Let me back up to why my students blog. I am not an English teacher.  I never grade written work based on grammar, spelling, nor on ideas.  Because of RTI I need to have proof of assessment of my students.  Instead of doing exit slips or worksheets or quizzes, I decided to let my kids blog about what they learn. They are given 2 questions to choose from and must answer one. Then they have another section where facts really mean nothing it is more opinion.  I only grade on the factual information I never mark off points rather add.

So I asked today if anyone had a rubric or checklist or ideas on grading student blogs.  That was it. I have to give grades.  I would rather not give grades but since I do I want it on things like this where most kids are successful for making the effort than test they really have trouble with.

My “@” and DMs filled up pretty quickly. Thank goodness the bell rang for lunch because it did not take long for tears to flow.  Yes everyone, I know it would be great to get kids to do work and not grade them. I understand we need to instill in them a desire to learn and share.  I am all for that. But I have a job. I must fulfill my duties on my job, the job I almost lost 2 years ago because of parent complaints about grades.
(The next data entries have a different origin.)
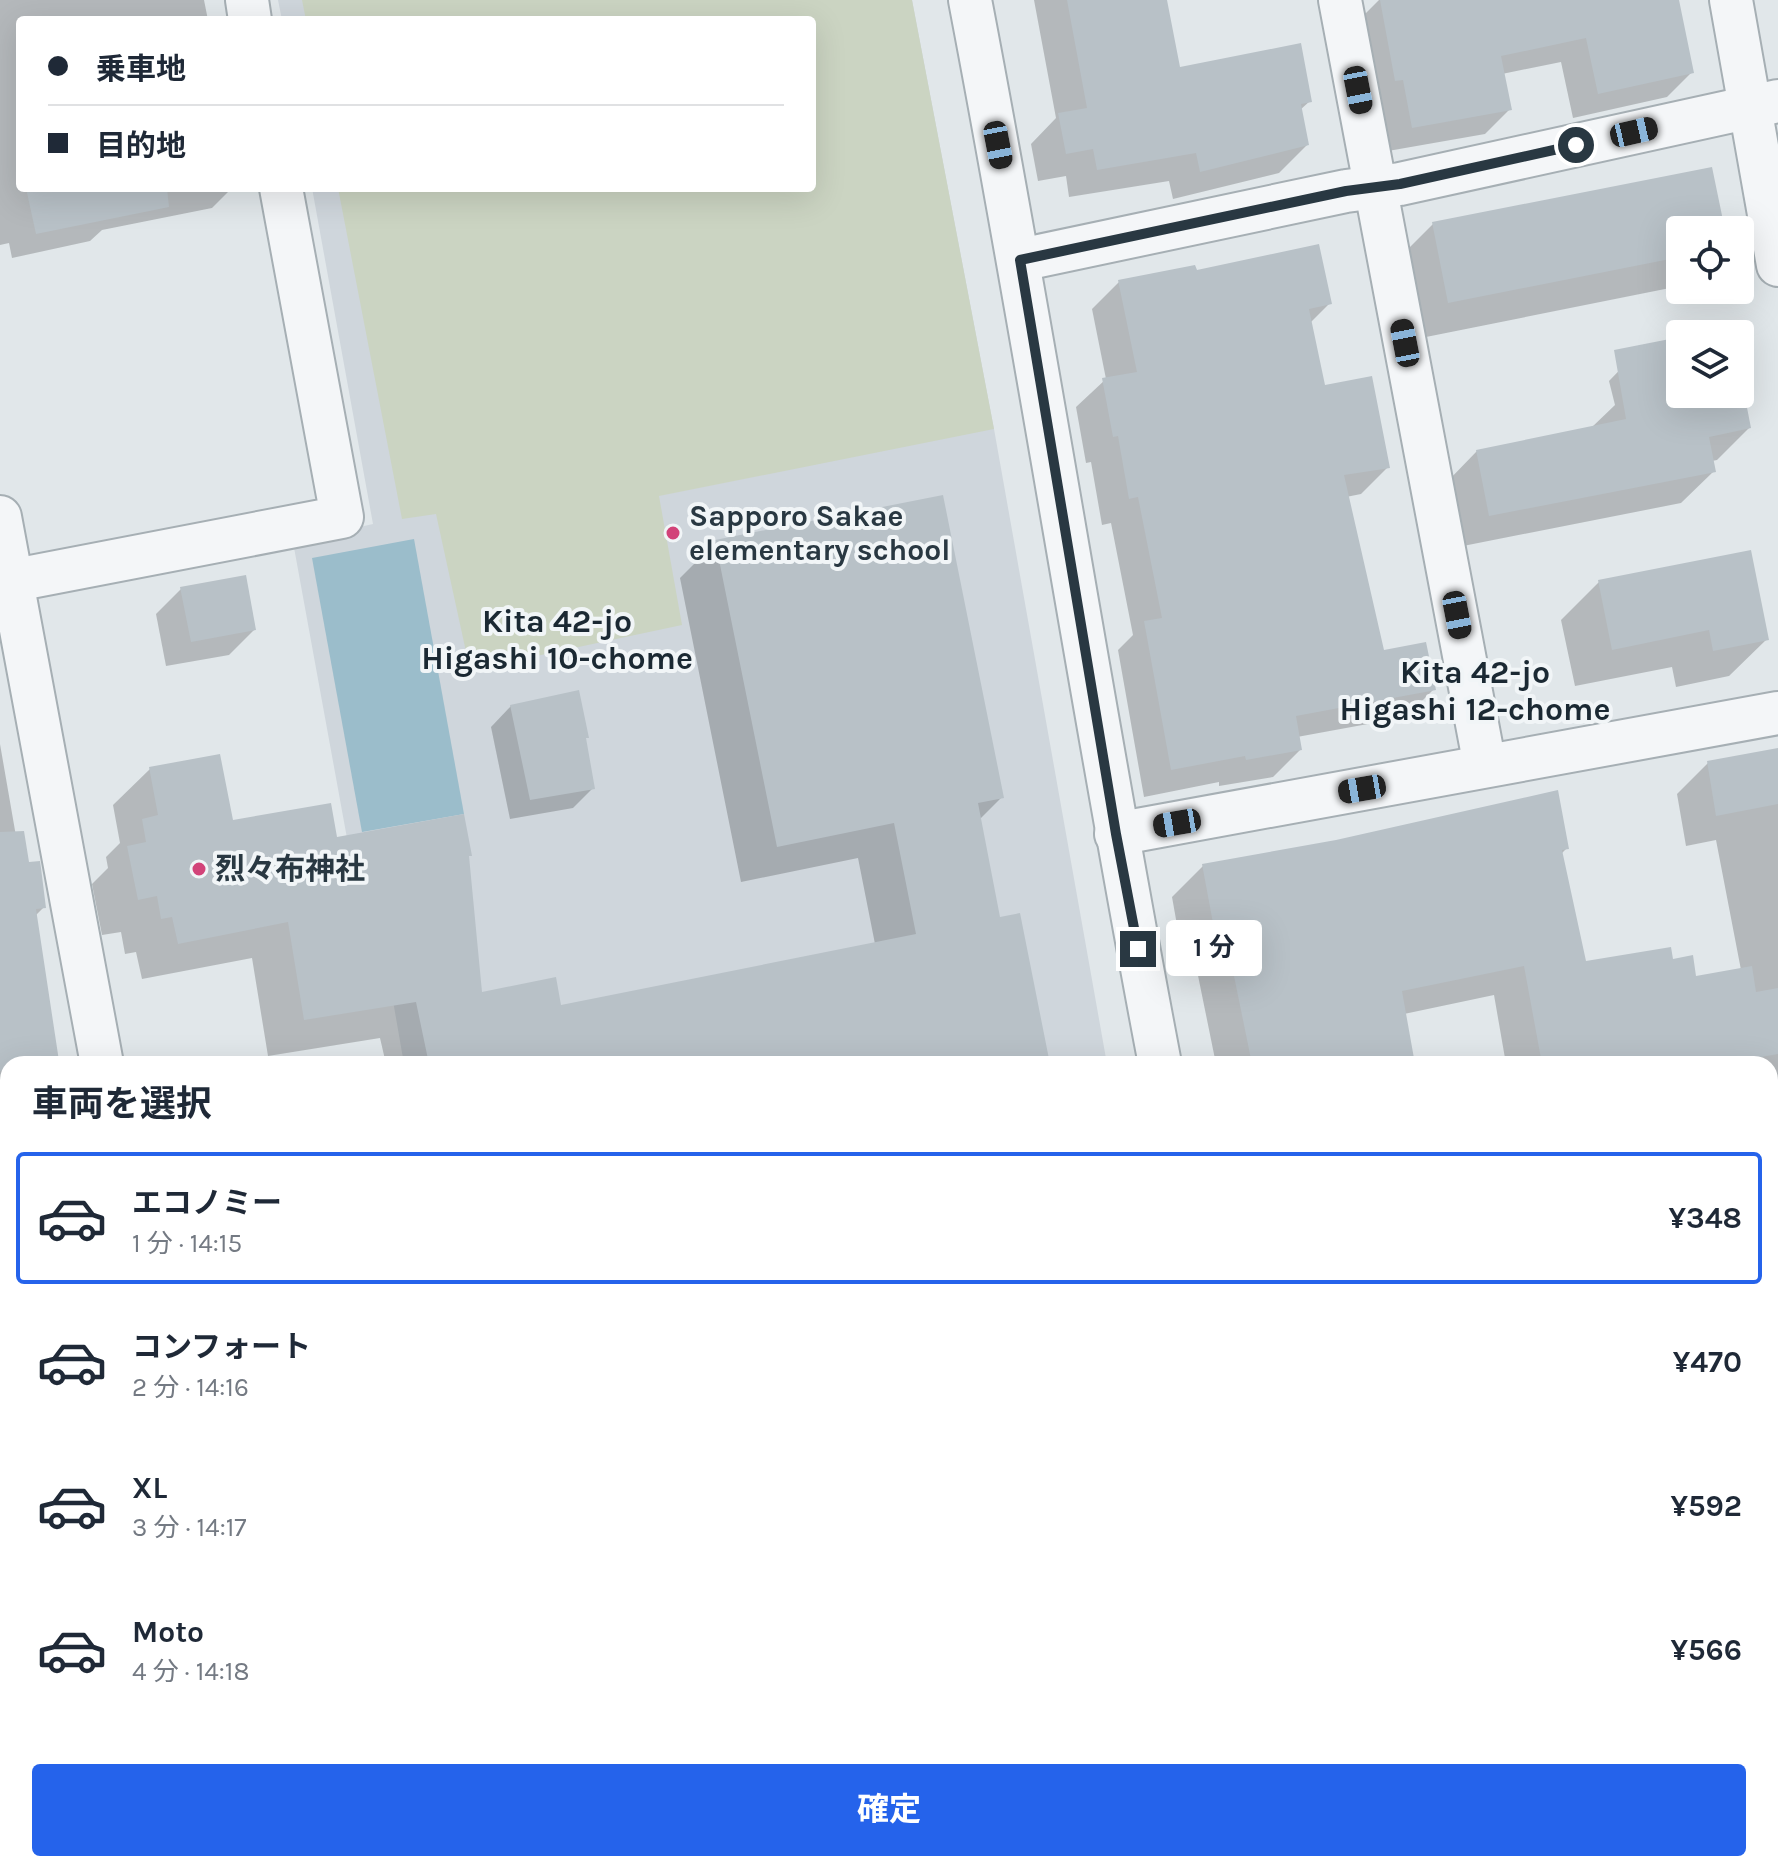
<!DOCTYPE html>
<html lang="ja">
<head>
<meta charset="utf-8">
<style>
  :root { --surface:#fff; --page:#f2f2f3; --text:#1f2937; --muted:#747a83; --line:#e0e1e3; --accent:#2563eb }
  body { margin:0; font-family:Karla,"Noto Sans JP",sans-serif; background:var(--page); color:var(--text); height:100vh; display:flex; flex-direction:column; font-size:30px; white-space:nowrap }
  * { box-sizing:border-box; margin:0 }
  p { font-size:26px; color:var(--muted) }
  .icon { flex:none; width:44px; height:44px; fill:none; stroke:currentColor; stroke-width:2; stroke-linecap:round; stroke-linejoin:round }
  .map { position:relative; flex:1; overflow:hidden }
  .sheet { position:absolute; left:0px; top:1056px; width:1778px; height:816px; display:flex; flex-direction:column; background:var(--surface); border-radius:24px 24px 0 0; box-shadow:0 8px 32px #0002 }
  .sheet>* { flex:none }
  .banner { position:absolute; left:16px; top:16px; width:800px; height:176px; border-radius:8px; box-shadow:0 8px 32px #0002; display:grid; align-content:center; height:176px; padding:0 32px; background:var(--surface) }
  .fabs { position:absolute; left:1666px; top:216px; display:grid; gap:16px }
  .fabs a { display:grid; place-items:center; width:88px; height:88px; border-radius:8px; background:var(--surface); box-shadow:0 8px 32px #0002; font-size:40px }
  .end { position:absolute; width:36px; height:36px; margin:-18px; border:10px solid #293842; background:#fff; box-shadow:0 0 0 4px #fff }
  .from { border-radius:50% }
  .bubble { position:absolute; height:56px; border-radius:8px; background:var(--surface); box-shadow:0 8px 32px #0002; font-size:26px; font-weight:700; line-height:56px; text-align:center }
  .car { position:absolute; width:24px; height:48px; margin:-24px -12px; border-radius:10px; box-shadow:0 0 6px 2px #0007; background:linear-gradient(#222 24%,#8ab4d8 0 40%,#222 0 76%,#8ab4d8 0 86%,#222 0) }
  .banner b { display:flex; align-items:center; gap:28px; height:76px; font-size:30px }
  .banner b+b { border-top:2px solid var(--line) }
  .banner i { width:20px; height:20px; background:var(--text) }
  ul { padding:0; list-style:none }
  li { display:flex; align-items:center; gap:24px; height:132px; margin:0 16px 12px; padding:0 16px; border:4px solid transparent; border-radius:8px }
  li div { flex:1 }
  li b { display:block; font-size:30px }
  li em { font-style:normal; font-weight:700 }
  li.current { border-color:var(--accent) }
  li>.icon { width:72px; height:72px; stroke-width:1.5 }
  h2 { padding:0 32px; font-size:36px; line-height:96px }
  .primary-button { display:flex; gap:16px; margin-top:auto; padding:16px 32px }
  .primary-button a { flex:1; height:92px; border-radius:8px; background:var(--accent); color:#fff; font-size:32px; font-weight:700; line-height:92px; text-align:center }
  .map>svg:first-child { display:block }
  .built { fill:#cfd6dc }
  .green { fill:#cbd4c2 }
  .water { fill:#9bbdcb }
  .shadow { fill:#0003 }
  .building { fill:#b8c1c7 }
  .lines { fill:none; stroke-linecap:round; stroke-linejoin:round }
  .minor-casing { stroke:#a6afb4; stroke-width:46 }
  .secondary-casing { stroke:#a6afb4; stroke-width:48 }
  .minor { stroke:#f4f6f8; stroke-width:42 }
  .secondary { stroke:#fff; stroke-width:44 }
  .route { stroke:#293842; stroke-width:10 }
  .poi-dot { fill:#d24379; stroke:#f1f5f7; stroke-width:3 }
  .labels { text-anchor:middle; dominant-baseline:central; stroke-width:8; stroke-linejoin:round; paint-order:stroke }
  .poi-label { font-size:30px; font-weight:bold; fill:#293842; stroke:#f1f5f7; text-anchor:start }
  .neighbourhood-label { font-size:32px; font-weight:bold; fill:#1b2933; stroke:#f1f5f7 }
</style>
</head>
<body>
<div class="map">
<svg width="1778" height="1872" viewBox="0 0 1778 1872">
  <rect width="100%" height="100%" fill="#e1e7ea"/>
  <path class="built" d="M 278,0 L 912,0 L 994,429 L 1107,1064 L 404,1064 L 373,886 L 355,882 L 293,542 L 373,524 L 312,188 L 812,188 L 812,20 L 282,20 Z"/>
  <g class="green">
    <path d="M 302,0 L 912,0 L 994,429 L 659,496 L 682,625 L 470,670 L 436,514 L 402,519 L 338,188 L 812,188 L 812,20 L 306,20 Z"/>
    <path d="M 140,1864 L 1243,1864 L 1245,1872 L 142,1872 Z"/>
  </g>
  <path class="water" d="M 414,539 L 464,814 L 362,832 L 312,558 Z"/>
  <g class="shadow">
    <path d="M 0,0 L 204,0 L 208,20 L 20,20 L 20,188 L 232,188 L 212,208 L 102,230 L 90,241 L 12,258 L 9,243 L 0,245 Z"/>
    <path d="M 1034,0 L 1165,0 L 1179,70 L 1310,101 L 1300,110 L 1307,145 L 1279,173 L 1173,199 L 1169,181 L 1069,197 L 1066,176 L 1038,181 L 1031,144 L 1056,118 Z"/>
    <path d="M 1379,0 L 1676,0 L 1692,72 L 1667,97 L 1573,118 L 1561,62 L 1502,74 L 1509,110 L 1485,134 L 1388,151 L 1355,24 Z"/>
    <path d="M 1433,224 L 1723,230 L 1680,230 L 1680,286 L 1411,340 L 1395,262 Z"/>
    <path d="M 1195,273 L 1329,304 L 1310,323 L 1324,387 L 1388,467 L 1361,494 L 1346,497 L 1383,652 L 1433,690 L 1406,717 L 1297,737 L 1300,750 L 1273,777 L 1219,786 L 1219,782 L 1144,797 L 1118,650 L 1133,635 L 1111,523 L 1102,525 L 1091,462 L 1086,463 L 1076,407 L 1106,379 L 1092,309 L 1119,282 Z"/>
    <path d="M 1730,330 L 1731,334 L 1709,334 Z"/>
    <path d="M 1680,340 L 1680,394 L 1740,394 L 1740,382 L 1749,428 L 1717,460 L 1712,461 L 1714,471 L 1681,503 L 1458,547 L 1445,484 L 1477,451 L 1591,428 L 1615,405 L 1609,381 L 1641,348 Z"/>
    <path d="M 716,542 L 1001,798 L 979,820 L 999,920 L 1048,1064 L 386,1064 L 380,1038 L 268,1056 L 252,958 L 142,979 L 136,952 L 125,954 L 121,932 L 102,935 L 92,884 L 108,868 L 106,857 L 120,843 L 113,805 L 150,769 L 232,822 L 335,839 L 470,855 L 467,858 L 480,995 L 560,1007 L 875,944 L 858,858 L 741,882 L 680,578 Z"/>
    <path d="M 1599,582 L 1767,639 L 1729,676 L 1676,687 L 1672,667 L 1575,686 L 1561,620 Z"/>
    <path d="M 181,589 L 254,630 L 229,655 L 166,666 L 156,614 Z"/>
    <path d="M 511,706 L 585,739 L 593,788 L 573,808 L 510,819 L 491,727 Z"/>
    <path d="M 0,744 L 21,865 L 44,907 L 35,916 L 58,1064 L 8,1064 L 8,1448 L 0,1450 Z"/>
    <path d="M 1778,750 L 1778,1090 L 1775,1079 L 1770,1080 L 1770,1064 L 1506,1064 L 1494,995 L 1404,1014 L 1413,1064 L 1216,1064 L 1193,951 L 1182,953 L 1172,897 L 1203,866 L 1567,848 L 1561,854 L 1585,963 L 1672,961 L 1694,978 L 1741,970 L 1716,840 L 1686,846 L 1677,794 L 1708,763 Z"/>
    <path d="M 1778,1274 L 1778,1442 L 1770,1444 L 1770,1279 Z"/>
    <path d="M 1778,1567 L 1778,1829 L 1770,1831 L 1770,1568 Z"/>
    <path d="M 0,1608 L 8,1647 L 8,1864 L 48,1864 L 49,1869 L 63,1867 L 64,1872 L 0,1872 Z"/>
    <path d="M 1654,1864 L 1694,1864 L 1696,1872 L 1614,1872 Z"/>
  </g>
  <g class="building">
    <path d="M 1067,0 L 1167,0 L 1180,67 L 1301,43 L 1312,102 L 1301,104 L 1309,145 L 1200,172 L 1196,153 L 1097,170 L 1093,149 L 1066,154 L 1058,113 L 1087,108 Z"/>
    <path d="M 1380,0 L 1679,0 L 1694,73 L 1598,94 L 1586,38 L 1501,56 L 1512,110 L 1412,128 L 1403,80 L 1395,81 Z"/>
    <path d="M 1712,167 L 1725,230 L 1680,230 L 1680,257 L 1448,303 L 1432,222 Z"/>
    <path d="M 26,188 L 167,188 L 169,207 L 36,234 Z"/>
    <path d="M 1319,244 L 1332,304 L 1309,309 L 1325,385 L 1372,376 L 1390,468 L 1344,475 L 1384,650 L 1426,642 L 1436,690 L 1296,716 L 1302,750 L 1246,760 L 1245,756 L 1171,770 L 1144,621 L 1162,618 L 1138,497 L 1129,499 L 1118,436 L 1113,437 L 1102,378 L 1137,372 L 1118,280 L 1195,265 L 1197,270 Z"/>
    <path d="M 1680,337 L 1680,394 L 1740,394 L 1740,372 L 1751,428 L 1709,437 L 1716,472 L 1489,516 L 1476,450 L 1626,419 L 1614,350 Z"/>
    <path d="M 943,495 L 1004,798 L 978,803 L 1000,917 L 1020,913 L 1050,1064 L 429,1064 L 416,1002 L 304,1020 L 288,922 L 178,944 L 172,917 L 161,919 L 157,896 L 138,900 L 127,846 L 146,842 L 142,819 L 158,815 L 149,767 L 220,754 L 233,820 L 331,803 L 337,837 L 464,814 L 472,856 L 469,856 L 482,992 L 556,977 L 561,1005 L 916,934 L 894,823 L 777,847 L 715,540 Z"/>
    <path d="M 1751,550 L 1769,640 L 1713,651 L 1709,630 L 1612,650 L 1598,580 Z"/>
    <path d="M 246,575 L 256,630 L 191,642 L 180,587 Z"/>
    <path d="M 579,690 L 589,738 L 586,738 L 595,789 L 530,800 L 510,705 Z"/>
    <path d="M 1778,748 L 1778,804 L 1716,816 L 1707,761 Z"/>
    <path d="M 1558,790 L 1569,849 L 1562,850 L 1586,961 L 1671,947 L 1673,959 L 1693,955 L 1696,976 L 1752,966 L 1756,992 L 1778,988 L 1778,1054 L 1721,1064 L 1542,1064 L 1524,966 L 1402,991 L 1415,1064 L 1252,1064 L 1223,922 L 1213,923 L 1202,864 L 1336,840 Z"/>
    <path d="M 24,831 L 29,862 L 40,861 L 41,868 L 46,908 L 36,909 L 59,1061 L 8,1064 L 8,1070 L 0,1071 L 0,832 Z"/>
  </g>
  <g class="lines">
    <defs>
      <g id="minor">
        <path d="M 247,0 L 250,20"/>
        <path d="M 970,0 C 1038,354 1092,710 1160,1064"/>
        <path d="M 1340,0 L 1485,766"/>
        <path d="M 1731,0 L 1778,265"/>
        <path d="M 1020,260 L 1346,191 L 1400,184 L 1778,101"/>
        <path d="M 0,517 L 102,1064"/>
        <path d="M 0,583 L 342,517 L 281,188"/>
        <path d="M 1116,834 L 1778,713"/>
        <path d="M 94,1864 L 96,1872"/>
        <path d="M 1288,1864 L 1289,1872"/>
        <path d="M 1733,1864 L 1734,1872"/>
        <path d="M 1356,1872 L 1399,1864"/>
      </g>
      <g id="secondary">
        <path d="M 1770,1170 L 1778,1168"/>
        <path d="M 0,1524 L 8,1522"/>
      </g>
    </defs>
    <use href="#minor" class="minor-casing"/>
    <use href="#secondary" class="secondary-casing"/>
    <use href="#minor" class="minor"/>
    <use href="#secondary" class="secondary"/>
  </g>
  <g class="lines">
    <path class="route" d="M 1138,949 L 1116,834 L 1020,260 L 1346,191 L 1400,184 L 1576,145"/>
  </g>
  <g class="poi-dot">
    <circle cx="673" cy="533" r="8"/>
    <circle cx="199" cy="869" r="8"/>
  </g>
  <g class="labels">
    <g class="poi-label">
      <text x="689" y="516">Sapporo Sakae<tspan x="689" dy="34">elementary school</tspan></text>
      <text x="215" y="869">烈々布神社</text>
    </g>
    <g class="neighbourhood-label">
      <text x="557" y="621">Kita 42-jo<tspan x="557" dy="37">Higashi 10-chome</tspan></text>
      <text x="1475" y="672">Kita 42-jo<tspan x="1475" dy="37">Higashi 12-chome</tspan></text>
    </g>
  </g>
</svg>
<div class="fabs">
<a><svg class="icon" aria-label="locate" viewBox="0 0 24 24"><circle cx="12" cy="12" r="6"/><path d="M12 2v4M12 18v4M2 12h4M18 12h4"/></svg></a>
<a><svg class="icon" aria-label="layers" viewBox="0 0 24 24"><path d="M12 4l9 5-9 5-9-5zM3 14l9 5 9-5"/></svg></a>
</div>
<i class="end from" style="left:1576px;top:145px"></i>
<i class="end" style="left:1138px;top:949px"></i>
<div class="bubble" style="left:1166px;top:920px;width:96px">1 分</div>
<i class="car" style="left:1358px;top:90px;rotate:169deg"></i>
<i class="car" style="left:1634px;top:132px;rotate:77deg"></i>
<i class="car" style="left:998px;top:145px;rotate:169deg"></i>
<i class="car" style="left:1405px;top:343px;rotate:349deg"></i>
<i class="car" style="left:1457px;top:615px;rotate:169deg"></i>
<i class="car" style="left:1362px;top:789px;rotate:260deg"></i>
<i class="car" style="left:1177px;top:823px;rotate:260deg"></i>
<div class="banner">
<b><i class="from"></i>乗車地</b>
<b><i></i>目的地</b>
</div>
<section class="sheet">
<h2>車両を選択</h2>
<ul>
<li class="current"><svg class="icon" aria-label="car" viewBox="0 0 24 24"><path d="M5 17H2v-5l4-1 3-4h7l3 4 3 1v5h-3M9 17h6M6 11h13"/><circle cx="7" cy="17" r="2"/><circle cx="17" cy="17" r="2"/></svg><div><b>エコノミー</b><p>1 分 · 14:15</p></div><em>¥348</em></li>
<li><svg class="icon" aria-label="car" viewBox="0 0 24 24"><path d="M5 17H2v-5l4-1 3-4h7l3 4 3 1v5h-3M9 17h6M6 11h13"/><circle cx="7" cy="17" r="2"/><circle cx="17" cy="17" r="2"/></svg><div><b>コンフォート</b><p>2 分 · 14:16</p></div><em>¥470</em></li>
<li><svg class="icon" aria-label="car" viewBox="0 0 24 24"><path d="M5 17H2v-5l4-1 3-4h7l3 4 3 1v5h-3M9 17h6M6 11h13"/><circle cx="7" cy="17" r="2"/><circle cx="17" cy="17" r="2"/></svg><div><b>XL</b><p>3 分 · 14:17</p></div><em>¥592</em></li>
<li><svg class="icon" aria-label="car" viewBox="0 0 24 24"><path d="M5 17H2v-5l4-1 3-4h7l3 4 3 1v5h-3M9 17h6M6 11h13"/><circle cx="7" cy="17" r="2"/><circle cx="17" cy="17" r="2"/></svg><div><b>Moto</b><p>4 分 · 14:18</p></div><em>¥566</em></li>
</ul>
<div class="primary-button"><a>確定</a></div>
</section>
</div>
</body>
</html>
I tell everyone how important a PLN is. I tell them it is like sitting next to the smart kids. Smart kids are mean.  We need to take debates as they come but not when they aren’t.  I never said “I love giving kids grades” or “Grades are just what kids need.” I asked for ideas to grade fairly.I asked if anyone else is doing it. Other than one of my teammates here at the school I don’t have anyone around that blogs with students. that is the beauty of the PLN, its more brains to pick.

On Friday I am meeting with each student on their 4 weeks of posts. I want to say: yes you did it correctly and I have great news, you are showing me you know this even though you did not test well, I know your grade is important to you and your parents and this will help you.  Let me show you on this rubric & lets look at the posts areas you can improve on. I just wanted a rubric to help me do that.

I cannot tell where this debate idea comes from. I know as humans for us to advance we need questioning, we need advancement, we need a movement of change.  But why is it we are so quick to question others when they are asking for help or excited about something they see they are doing well (I have seen this happen as well). Is it because we are online can say it and go? Is it because we are so angry at our system we take it out on each other? Would we say this to our coworkers if they came in our classroom and asked us a question?

Today has been rough. It started out exciting, fresh, new. So quickly I hit a wall because of this. I know I will think twice before asking for help ever again, and that upsets me even more.